ABOUT THIS TASK: Below are some records. How many of their lines contain the string "Moss"? Give the number only.

=== Begin Enclosure ===

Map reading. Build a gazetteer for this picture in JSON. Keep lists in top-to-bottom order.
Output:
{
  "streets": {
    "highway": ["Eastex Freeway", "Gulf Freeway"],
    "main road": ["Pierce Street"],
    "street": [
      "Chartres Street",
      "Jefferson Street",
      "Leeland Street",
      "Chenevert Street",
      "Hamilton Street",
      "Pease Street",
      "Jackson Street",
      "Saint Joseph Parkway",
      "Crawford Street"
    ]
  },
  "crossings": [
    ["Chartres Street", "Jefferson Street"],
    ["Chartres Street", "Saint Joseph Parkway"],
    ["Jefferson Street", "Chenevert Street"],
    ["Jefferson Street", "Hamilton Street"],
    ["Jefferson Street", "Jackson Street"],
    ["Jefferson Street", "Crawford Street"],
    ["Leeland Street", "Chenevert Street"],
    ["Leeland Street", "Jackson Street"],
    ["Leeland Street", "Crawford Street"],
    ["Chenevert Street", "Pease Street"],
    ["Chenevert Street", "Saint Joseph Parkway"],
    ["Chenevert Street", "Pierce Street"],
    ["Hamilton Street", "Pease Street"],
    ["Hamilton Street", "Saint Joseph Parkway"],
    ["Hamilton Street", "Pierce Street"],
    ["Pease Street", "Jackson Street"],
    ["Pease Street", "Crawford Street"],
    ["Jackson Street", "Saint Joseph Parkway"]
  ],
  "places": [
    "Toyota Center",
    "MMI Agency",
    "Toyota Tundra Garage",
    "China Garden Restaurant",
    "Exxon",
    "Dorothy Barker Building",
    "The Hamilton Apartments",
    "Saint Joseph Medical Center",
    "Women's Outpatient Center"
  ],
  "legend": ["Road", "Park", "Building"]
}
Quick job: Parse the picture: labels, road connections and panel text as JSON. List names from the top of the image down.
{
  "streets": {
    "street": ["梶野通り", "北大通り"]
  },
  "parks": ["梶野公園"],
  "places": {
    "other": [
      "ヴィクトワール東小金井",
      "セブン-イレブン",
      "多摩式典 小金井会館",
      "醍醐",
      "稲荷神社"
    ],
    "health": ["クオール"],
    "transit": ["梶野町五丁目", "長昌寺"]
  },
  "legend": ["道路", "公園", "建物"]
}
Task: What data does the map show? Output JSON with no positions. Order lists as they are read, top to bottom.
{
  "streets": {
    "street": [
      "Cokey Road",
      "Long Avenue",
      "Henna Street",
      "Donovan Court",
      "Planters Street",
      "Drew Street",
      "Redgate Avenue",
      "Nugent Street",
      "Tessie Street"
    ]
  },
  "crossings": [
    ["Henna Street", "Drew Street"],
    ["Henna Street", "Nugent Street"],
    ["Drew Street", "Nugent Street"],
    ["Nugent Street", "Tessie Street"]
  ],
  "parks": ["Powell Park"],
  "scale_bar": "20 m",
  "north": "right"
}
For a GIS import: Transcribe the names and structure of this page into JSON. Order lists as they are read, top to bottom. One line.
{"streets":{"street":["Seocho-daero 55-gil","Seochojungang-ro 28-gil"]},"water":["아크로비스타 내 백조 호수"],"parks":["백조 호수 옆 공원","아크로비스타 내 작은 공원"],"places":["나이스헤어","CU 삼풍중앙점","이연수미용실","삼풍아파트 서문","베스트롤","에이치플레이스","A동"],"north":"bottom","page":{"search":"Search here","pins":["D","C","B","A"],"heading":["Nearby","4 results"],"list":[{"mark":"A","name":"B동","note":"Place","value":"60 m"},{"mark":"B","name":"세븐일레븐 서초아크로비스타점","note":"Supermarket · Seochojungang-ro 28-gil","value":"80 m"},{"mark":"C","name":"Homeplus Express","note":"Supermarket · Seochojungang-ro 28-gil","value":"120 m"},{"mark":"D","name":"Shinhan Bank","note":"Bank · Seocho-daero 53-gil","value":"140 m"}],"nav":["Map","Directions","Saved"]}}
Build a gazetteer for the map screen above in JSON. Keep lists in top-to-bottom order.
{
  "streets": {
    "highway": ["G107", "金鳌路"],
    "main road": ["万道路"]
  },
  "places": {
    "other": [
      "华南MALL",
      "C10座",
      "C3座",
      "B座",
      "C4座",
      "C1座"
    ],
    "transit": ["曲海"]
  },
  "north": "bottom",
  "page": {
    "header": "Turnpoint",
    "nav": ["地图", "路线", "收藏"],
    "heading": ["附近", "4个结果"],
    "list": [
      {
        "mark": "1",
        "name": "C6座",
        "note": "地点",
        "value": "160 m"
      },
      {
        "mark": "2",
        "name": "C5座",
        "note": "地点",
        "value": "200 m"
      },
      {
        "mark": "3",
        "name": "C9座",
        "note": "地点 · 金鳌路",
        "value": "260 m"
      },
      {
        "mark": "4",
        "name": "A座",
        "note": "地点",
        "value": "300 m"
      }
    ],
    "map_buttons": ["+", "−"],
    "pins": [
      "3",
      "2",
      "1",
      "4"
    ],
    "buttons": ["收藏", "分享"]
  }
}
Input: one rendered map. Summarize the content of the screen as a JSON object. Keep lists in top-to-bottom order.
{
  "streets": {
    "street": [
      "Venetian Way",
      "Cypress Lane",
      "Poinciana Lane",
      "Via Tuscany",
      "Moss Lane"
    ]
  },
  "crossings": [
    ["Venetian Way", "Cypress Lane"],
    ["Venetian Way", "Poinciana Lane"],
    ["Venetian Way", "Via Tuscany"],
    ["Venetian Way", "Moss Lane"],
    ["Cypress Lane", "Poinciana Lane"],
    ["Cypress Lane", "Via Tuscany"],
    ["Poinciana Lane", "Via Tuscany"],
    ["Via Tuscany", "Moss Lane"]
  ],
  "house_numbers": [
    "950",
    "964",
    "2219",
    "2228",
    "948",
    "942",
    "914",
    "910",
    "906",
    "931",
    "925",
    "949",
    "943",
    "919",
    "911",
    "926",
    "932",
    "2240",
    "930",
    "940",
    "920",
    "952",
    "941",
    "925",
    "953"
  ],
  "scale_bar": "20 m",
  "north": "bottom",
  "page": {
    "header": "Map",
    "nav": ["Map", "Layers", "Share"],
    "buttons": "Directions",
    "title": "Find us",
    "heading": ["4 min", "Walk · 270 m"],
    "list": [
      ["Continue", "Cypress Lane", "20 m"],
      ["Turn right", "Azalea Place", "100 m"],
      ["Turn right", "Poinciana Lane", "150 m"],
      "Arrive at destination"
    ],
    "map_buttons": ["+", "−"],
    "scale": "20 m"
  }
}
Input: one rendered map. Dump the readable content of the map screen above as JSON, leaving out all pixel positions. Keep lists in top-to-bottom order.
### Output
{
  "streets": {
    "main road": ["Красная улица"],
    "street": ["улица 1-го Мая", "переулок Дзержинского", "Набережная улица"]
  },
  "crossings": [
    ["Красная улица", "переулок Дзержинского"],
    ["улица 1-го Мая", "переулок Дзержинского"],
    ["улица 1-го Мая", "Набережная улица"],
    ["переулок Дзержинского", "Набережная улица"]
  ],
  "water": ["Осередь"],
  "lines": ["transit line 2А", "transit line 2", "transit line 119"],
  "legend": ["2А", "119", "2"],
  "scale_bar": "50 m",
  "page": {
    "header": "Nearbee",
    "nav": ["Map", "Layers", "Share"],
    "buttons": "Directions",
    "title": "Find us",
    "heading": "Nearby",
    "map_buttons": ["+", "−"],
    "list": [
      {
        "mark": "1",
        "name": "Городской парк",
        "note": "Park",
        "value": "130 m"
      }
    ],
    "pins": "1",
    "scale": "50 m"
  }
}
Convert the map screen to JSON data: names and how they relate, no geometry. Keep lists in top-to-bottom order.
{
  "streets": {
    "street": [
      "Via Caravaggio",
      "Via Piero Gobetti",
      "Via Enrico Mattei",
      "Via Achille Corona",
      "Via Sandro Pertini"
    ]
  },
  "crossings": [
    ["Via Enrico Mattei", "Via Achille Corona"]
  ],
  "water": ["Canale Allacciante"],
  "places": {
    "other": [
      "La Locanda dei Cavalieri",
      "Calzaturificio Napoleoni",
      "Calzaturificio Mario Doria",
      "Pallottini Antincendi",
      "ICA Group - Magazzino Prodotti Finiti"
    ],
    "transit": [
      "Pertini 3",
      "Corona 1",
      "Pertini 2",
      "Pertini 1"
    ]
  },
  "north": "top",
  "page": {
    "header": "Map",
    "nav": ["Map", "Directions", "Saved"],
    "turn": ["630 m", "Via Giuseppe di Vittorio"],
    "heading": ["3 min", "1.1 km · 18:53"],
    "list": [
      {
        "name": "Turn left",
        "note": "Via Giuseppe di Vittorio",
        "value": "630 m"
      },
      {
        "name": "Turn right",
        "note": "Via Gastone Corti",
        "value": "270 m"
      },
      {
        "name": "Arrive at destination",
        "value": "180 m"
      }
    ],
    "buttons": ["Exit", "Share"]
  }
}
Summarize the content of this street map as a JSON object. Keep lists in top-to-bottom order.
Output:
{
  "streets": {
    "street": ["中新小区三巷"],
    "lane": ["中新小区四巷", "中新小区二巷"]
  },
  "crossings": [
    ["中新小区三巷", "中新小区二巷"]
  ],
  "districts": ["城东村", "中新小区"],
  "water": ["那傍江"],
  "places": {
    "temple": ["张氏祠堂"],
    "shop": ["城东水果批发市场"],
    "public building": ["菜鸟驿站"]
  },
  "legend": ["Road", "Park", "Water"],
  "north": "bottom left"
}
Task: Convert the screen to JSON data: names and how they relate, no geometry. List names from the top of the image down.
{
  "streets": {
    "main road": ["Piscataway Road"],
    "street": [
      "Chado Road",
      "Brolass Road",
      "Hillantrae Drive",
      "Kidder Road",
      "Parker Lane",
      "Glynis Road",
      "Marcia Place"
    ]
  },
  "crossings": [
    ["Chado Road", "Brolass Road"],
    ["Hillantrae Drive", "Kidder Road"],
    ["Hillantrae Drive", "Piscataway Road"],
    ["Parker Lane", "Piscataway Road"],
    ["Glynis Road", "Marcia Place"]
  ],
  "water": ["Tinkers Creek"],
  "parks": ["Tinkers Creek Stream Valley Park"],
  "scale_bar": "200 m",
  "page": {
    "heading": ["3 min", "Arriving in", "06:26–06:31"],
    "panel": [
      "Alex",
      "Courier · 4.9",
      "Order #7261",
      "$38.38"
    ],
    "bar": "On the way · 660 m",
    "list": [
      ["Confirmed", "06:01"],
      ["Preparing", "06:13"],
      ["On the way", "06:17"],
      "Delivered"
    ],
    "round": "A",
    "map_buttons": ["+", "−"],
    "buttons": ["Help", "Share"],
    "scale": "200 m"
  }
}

=== End Enclosure ===

ANSWER BELOW: 3